My colleague Douglas Chapman MP who is doing good work in this area would argue that Norway’s successful green transition is the result of a pragmatic and joined-up approach to climate action, one which Scotland and the UK would do well to emulate in terms of bringing citizens on board as we switch to carbon free travel.

When it comes to tackling carbon emissions from our built environment, Douglas would argue for us to look to Denmark, where the Danes are regarded as global leaders in district heating systems, with co-operative and not for profit ownership models that benefit citizens and the climate one of the main factors in their success and take-up.

Government funding to encourage the use of heat pumps in Norway started back in the 1970s. The UK has a long way to go to catch up.

One way to do it is to make sure those who have made the most profit out of damaging our planet should pay to address that damage.

Yesterday as the fires around the Mediterranean continued to rage, oil and gas giants Shell and Centrica announced massive profits. Further such announcements are expected from more energy firms over the next few days.

The National: Wildfires have hit parts of Rhodes (AP Photo/Petros Giannakouris)

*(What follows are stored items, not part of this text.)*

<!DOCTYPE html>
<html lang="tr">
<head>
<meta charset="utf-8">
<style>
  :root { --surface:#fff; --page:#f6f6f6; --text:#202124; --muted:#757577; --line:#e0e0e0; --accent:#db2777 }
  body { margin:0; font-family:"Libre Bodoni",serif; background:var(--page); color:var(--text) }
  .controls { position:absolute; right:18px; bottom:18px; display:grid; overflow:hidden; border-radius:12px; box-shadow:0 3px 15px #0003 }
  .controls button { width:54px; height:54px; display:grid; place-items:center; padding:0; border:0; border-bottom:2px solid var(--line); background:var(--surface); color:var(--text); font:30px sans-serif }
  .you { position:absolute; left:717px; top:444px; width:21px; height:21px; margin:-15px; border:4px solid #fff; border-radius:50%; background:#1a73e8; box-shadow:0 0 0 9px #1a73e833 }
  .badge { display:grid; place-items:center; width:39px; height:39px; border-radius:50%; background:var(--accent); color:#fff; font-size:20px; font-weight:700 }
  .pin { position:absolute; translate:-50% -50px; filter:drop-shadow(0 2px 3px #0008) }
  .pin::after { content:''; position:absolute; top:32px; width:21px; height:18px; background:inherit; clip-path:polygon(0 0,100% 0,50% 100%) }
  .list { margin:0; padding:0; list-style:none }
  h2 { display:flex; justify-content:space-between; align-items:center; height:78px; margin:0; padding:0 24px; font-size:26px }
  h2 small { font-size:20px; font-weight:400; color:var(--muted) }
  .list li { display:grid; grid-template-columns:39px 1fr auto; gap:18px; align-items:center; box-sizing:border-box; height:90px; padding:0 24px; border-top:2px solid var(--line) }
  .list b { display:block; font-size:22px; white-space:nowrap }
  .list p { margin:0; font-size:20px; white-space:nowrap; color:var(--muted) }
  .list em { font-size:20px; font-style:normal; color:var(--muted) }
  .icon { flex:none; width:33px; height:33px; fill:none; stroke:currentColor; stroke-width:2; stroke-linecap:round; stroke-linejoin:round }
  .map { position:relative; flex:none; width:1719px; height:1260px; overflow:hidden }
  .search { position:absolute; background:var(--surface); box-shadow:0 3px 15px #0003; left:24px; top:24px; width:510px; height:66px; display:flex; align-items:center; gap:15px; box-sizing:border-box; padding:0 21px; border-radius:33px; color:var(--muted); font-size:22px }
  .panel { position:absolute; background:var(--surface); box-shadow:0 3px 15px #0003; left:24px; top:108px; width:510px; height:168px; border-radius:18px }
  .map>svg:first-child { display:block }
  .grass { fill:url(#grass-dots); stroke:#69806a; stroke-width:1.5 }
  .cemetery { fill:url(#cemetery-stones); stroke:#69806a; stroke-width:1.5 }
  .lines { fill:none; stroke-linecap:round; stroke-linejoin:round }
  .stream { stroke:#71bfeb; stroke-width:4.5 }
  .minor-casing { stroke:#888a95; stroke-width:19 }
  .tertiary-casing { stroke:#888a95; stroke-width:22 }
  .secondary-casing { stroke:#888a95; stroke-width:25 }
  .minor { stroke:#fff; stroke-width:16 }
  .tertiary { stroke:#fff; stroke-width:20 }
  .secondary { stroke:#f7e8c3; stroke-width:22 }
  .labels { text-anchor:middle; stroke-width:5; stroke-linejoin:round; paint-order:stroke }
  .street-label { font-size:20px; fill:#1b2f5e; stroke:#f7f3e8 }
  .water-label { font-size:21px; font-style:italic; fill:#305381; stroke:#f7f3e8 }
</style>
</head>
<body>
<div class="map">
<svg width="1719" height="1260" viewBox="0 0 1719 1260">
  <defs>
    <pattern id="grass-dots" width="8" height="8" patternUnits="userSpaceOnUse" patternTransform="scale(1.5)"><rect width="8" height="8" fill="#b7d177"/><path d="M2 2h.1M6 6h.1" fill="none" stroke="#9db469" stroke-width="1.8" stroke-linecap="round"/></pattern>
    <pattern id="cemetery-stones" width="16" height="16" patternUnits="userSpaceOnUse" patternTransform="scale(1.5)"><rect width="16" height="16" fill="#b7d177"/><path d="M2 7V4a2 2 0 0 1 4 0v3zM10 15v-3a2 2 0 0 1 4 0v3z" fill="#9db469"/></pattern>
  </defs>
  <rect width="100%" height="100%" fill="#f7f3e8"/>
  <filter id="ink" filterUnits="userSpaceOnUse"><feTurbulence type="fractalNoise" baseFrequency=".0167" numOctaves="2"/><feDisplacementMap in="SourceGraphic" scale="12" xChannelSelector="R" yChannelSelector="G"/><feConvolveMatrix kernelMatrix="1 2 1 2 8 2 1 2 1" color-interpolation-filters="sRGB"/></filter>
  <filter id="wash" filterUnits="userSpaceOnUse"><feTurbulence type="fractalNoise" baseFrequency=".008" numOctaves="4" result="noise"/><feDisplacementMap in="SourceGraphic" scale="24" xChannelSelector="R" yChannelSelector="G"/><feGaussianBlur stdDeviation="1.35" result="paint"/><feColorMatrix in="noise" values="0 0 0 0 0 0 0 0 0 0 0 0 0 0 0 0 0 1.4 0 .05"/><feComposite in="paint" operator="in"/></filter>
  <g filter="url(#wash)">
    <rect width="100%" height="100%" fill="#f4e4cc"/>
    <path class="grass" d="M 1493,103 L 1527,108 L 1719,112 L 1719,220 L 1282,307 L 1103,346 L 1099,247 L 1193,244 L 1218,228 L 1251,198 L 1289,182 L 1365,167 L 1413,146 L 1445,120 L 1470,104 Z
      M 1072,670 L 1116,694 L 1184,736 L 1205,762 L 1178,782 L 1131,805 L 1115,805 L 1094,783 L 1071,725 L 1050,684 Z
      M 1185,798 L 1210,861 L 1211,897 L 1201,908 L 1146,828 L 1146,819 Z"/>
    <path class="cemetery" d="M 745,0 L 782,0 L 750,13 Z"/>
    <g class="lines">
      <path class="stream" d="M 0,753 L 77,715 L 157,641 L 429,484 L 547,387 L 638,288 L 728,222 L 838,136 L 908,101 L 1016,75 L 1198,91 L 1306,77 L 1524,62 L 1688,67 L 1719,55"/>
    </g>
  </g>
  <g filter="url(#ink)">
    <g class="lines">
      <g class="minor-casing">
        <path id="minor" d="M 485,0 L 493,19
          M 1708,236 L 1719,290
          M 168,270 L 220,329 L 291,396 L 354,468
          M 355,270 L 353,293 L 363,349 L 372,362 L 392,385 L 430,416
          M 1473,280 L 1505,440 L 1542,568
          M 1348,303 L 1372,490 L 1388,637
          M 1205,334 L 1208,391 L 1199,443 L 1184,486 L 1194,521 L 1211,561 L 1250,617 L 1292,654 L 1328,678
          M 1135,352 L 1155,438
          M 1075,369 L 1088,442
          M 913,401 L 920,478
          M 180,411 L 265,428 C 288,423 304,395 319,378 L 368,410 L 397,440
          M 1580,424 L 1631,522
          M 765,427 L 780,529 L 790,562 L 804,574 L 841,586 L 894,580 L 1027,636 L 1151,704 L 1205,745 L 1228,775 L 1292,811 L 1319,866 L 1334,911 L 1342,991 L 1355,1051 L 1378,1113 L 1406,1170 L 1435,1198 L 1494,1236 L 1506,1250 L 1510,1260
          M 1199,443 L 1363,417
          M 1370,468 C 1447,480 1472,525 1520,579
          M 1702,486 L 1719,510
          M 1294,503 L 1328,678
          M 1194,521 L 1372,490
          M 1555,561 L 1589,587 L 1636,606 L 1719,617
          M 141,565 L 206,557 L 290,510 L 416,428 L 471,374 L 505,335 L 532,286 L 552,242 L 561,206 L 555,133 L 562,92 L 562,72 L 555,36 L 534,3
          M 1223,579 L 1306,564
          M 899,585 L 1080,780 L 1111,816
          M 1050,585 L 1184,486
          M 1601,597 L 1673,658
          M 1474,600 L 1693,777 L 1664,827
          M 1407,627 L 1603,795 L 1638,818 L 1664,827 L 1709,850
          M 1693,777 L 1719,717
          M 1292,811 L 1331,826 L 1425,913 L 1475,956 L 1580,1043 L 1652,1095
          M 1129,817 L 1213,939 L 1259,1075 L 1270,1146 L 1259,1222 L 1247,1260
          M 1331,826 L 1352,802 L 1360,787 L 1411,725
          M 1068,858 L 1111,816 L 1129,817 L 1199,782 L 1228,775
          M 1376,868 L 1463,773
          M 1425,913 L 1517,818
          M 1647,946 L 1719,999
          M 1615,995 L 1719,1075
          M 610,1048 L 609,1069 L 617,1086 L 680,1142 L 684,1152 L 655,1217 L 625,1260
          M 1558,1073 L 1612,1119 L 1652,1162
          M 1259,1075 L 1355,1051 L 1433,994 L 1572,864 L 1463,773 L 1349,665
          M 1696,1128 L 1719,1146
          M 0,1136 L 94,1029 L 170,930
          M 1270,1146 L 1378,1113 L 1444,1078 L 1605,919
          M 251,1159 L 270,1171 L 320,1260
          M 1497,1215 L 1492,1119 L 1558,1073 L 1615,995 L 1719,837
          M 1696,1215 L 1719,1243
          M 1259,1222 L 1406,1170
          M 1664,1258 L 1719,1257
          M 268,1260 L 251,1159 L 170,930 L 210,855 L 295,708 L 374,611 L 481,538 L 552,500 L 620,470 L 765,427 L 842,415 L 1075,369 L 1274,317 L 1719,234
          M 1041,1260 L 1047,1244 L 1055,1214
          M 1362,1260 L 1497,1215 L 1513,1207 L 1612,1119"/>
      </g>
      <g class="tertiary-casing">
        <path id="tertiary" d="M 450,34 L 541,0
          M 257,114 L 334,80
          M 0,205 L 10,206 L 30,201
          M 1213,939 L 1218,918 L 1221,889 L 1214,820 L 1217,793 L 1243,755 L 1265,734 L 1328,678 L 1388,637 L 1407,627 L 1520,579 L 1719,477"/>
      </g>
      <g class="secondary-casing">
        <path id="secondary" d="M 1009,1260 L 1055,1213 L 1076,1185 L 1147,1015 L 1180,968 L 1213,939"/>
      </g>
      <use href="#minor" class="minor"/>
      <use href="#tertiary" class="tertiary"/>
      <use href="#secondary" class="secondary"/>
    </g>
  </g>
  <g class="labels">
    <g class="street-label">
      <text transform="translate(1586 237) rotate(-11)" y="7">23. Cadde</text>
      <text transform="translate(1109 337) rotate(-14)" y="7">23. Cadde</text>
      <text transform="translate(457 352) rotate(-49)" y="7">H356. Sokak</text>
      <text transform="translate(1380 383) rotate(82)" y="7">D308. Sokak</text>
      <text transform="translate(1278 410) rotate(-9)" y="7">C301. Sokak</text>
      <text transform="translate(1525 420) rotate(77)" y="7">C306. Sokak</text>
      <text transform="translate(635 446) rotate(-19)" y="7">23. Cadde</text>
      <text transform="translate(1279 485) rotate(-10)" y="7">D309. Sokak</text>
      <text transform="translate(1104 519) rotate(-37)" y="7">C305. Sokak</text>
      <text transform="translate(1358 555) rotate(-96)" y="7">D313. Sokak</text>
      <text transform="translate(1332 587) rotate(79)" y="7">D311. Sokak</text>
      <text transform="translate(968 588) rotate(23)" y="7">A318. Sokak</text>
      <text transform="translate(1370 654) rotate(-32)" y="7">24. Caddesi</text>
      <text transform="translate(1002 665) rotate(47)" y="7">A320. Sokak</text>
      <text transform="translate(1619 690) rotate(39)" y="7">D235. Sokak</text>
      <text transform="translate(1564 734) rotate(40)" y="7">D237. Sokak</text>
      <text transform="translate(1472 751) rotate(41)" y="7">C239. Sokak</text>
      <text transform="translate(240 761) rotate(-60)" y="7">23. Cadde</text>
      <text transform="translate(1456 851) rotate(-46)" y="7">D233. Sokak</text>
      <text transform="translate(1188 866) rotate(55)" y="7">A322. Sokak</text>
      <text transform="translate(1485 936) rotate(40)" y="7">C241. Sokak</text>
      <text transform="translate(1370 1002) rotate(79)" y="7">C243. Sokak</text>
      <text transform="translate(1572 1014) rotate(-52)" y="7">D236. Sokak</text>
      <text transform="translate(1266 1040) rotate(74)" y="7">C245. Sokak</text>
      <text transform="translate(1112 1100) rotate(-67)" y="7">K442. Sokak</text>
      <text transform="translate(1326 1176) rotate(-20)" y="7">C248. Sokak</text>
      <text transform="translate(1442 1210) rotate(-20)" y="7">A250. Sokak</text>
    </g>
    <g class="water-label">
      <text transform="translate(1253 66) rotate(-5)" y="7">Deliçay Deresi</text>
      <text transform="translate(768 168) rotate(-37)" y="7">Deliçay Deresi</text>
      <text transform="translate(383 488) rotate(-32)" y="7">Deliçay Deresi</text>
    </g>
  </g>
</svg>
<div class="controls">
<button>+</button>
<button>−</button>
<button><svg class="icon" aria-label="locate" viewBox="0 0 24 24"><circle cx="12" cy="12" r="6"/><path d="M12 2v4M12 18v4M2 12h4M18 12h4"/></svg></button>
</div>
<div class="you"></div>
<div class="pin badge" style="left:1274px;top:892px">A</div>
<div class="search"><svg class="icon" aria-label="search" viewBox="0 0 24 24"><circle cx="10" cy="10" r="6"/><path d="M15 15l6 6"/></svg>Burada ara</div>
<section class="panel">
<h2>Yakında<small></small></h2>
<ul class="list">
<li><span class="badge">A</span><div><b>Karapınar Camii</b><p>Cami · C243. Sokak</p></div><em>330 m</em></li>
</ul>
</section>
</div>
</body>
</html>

The Climate and Energy Policy Manager at WWF Scotland, Fabrice Leveque, hit the nail on the head when he said that the profits announced yesterday could easily have paid to insulate over a million homes in Scotland, cutting energy bills and carbon emissions.

These are windfall profits caused by rising demand following the end of Covid restrictions and the soaring energy prices caused by Russia’s invasion of Ukraine.

They need to be taxed in a meaningful way and the revenues ploughed into subsidising and incentivising the move to decarbonised cars and heating. Doing that could also fund the development of the sort of collectivist approach Robin talks about, with co-ordinated working carried out at scale.

That way we could challenge vested interests while protecting individual citizens already struggling with a cost of living crisis from bearing the brunt of the cost of changing how we live. Collective action is also a more efficient way to approach this problem than leaving it to individual drivers or householders.

Tory windfall taxes rules contained significant loopholes which allowed energy companies to evade them via tax breaks for investment in new projects.

A firmer approach is needed.

We are all responsible for the actions that have provoked the climate crisis and therefore we must all take action to tackle it but those who have made the most profit out of causing the crisis should pay to subsidise what needs to be done.